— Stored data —
▼▼▼
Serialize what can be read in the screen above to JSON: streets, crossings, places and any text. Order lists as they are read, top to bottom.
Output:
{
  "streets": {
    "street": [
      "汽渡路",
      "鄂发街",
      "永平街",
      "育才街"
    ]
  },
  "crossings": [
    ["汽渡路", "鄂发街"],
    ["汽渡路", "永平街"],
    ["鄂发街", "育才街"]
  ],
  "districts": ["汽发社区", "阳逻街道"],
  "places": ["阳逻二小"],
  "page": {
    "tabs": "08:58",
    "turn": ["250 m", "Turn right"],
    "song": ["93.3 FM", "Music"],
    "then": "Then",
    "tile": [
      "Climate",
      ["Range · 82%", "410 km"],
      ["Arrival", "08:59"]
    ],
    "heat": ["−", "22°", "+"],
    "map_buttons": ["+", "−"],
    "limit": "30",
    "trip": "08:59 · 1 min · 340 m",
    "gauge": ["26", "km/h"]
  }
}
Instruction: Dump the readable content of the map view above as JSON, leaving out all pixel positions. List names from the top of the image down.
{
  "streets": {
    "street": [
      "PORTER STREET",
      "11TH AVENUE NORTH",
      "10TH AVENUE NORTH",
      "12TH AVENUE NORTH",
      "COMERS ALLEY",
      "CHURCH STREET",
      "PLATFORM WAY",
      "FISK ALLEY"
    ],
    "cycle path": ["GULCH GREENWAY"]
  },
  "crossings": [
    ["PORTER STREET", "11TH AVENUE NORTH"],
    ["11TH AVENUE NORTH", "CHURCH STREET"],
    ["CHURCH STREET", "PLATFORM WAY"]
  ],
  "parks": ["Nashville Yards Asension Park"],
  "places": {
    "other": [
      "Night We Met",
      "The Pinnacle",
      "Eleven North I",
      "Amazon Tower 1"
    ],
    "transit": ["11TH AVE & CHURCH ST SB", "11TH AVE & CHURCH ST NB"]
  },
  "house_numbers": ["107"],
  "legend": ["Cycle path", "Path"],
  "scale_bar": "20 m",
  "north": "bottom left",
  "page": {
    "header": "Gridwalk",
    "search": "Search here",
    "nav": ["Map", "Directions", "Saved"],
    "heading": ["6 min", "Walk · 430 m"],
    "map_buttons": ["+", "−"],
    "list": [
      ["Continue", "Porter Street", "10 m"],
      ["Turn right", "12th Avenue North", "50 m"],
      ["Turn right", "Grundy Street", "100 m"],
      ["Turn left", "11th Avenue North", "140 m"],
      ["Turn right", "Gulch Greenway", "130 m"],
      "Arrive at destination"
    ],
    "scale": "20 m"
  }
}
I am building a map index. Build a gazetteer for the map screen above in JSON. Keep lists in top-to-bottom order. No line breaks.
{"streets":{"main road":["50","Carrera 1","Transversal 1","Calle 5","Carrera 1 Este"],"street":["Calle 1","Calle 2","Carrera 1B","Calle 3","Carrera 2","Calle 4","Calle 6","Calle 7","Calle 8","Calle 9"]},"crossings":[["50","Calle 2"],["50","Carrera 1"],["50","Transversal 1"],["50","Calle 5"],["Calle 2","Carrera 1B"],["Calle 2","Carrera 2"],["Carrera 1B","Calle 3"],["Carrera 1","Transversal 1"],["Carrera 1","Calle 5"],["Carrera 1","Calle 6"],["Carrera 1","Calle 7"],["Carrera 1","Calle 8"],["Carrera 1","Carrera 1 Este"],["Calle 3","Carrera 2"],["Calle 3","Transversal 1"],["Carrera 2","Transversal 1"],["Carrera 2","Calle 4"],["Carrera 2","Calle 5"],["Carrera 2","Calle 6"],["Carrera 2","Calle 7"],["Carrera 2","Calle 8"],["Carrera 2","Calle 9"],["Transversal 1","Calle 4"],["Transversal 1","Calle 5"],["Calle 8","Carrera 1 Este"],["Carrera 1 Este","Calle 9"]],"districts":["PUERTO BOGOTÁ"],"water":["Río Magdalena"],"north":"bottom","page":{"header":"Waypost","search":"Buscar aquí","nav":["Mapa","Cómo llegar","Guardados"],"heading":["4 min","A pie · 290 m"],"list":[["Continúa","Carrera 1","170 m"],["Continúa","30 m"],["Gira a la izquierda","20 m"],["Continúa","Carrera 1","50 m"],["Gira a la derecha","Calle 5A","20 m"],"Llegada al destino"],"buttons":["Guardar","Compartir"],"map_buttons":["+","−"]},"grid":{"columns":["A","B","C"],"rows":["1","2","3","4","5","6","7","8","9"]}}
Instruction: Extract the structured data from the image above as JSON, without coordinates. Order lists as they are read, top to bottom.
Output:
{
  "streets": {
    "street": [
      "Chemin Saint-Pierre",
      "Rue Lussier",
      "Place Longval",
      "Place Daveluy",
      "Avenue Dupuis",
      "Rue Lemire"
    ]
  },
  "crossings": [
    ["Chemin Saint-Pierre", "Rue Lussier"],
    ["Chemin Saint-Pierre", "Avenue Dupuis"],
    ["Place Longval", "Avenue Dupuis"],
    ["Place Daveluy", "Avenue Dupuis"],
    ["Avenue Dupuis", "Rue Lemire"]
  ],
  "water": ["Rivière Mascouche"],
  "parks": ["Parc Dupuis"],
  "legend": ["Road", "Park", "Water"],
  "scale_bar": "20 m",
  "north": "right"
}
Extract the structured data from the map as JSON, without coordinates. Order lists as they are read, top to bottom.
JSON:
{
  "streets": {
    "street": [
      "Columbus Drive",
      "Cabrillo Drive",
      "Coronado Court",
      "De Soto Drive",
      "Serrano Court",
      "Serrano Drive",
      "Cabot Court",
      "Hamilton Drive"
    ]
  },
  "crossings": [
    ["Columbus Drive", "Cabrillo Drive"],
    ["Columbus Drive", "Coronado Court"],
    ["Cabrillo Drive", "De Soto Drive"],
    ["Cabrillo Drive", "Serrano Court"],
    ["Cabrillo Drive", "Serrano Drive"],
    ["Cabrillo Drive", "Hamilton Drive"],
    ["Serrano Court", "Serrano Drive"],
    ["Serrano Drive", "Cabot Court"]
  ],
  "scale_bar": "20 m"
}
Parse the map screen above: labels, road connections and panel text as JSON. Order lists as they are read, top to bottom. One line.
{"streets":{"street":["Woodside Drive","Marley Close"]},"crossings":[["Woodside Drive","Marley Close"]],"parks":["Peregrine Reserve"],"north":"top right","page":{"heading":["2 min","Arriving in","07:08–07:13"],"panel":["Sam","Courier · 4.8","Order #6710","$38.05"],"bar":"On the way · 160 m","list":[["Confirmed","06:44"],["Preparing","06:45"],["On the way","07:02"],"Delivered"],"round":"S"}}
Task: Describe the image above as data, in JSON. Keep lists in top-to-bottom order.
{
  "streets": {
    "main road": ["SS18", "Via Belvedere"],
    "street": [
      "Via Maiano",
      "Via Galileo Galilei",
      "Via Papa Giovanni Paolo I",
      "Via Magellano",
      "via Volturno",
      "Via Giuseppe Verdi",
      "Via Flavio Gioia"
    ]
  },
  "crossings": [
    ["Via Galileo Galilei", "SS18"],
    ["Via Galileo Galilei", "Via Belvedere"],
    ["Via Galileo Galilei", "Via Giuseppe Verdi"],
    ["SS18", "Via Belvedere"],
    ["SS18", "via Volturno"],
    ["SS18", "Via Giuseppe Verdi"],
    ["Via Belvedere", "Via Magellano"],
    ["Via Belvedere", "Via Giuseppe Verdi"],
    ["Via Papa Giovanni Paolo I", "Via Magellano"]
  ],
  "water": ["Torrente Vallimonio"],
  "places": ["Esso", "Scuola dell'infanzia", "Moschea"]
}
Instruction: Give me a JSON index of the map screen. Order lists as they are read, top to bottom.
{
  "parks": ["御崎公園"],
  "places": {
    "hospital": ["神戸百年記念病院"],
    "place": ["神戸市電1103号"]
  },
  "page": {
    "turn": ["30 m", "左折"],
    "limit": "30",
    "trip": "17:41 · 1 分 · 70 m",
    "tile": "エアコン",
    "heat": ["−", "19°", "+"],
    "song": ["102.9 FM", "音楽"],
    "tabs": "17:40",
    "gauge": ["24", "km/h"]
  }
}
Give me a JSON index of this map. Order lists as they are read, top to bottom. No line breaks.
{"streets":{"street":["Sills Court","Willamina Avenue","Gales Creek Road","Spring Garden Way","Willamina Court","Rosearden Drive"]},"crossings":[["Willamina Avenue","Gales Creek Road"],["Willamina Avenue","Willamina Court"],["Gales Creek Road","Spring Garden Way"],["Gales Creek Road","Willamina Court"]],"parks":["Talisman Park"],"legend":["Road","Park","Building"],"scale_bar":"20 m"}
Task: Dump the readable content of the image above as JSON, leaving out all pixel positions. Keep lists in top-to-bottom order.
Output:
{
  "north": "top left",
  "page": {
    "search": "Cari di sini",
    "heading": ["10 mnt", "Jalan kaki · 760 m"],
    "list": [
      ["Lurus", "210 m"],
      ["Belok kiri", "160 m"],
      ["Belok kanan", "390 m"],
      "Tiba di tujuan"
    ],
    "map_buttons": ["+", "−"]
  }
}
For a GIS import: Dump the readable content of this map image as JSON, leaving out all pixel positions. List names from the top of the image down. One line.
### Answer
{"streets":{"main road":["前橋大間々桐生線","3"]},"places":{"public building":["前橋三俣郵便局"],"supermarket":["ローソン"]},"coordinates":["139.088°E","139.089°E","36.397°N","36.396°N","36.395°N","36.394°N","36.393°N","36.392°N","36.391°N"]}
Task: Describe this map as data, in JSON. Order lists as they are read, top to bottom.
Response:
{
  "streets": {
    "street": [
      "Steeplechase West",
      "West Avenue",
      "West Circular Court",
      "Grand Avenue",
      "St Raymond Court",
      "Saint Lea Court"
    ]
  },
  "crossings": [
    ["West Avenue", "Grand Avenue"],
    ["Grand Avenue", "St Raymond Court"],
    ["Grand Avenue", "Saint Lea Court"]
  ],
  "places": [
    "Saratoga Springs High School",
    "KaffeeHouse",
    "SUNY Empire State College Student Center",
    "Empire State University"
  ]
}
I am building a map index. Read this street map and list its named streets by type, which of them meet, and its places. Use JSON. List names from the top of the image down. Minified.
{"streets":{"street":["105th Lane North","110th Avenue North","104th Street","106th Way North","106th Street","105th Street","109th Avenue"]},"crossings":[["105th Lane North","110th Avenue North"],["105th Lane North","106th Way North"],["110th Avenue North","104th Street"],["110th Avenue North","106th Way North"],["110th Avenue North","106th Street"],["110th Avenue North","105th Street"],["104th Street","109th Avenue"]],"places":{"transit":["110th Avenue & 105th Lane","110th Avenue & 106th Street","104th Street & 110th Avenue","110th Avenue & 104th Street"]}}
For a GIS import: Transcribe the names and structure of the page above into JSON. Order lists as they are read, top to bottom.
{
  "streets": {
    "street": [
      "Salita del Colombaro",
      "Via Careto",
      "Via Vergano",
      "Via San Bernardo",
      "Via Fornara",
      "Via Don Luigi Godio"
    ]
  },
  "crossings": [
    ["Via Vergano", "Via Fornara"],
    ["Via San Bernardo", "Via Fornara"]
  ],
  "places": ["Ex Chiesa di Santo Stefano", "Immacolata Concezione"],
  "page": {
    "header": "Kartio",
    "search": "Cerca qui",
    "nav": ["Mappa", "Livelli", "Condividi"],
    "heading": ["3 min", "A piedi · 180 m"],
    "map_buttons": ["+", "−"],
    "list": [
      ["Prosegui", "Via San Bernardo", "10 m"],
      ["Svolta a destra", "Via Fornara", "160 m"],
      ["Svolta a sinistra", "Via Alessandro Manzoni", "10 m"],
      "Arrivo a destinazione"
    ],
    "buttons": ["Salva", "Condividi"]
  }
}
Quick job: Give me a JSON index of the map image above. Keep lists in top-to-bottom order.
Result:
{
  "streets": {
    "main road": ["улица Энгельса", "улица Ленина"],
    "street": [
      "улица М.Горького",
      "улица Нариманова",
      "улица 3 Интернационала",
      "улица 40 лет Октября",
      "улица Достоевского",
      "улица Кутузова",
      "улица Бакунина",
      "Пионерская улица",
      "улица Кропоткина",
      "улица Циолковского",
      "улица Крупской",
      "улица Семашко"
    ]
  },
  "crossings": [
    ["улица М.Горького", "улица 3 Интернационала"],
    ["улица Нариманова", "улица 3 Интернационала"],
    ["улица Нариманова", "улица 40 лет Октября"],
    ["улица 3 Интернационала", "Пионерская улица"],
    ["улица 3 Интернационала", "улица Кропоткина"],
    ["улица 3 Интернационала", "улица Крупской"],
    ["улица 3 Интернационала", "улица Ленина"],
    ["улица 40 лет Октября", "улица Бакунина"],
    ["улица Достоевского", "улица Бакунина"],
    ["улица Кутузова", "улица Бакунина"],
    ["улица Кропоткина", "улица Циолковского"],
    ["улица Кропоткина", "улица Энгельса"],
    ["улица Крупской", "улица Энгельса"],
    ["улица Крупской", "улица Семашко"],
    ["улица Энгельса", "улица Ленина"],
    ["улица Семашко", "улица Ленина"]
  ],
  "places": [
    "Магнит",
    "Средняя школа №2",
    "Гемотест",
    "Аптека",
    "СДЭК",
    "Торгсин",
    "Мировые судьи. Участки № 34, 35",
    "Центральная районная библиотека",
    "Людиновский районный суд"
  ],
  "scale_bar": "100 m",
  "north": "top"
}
▲▲▲
— What is expected —
Copy every line where the word "Extract" is present in the entries above.

— Solution to this problem —
Instruction: Extract the structured data from the image above as JSON, without coordinates. Order lists as they are read, top to bottom.
Extract the structured data from the map as JSON, without coordinates. Order lists as they are read, top to bottom.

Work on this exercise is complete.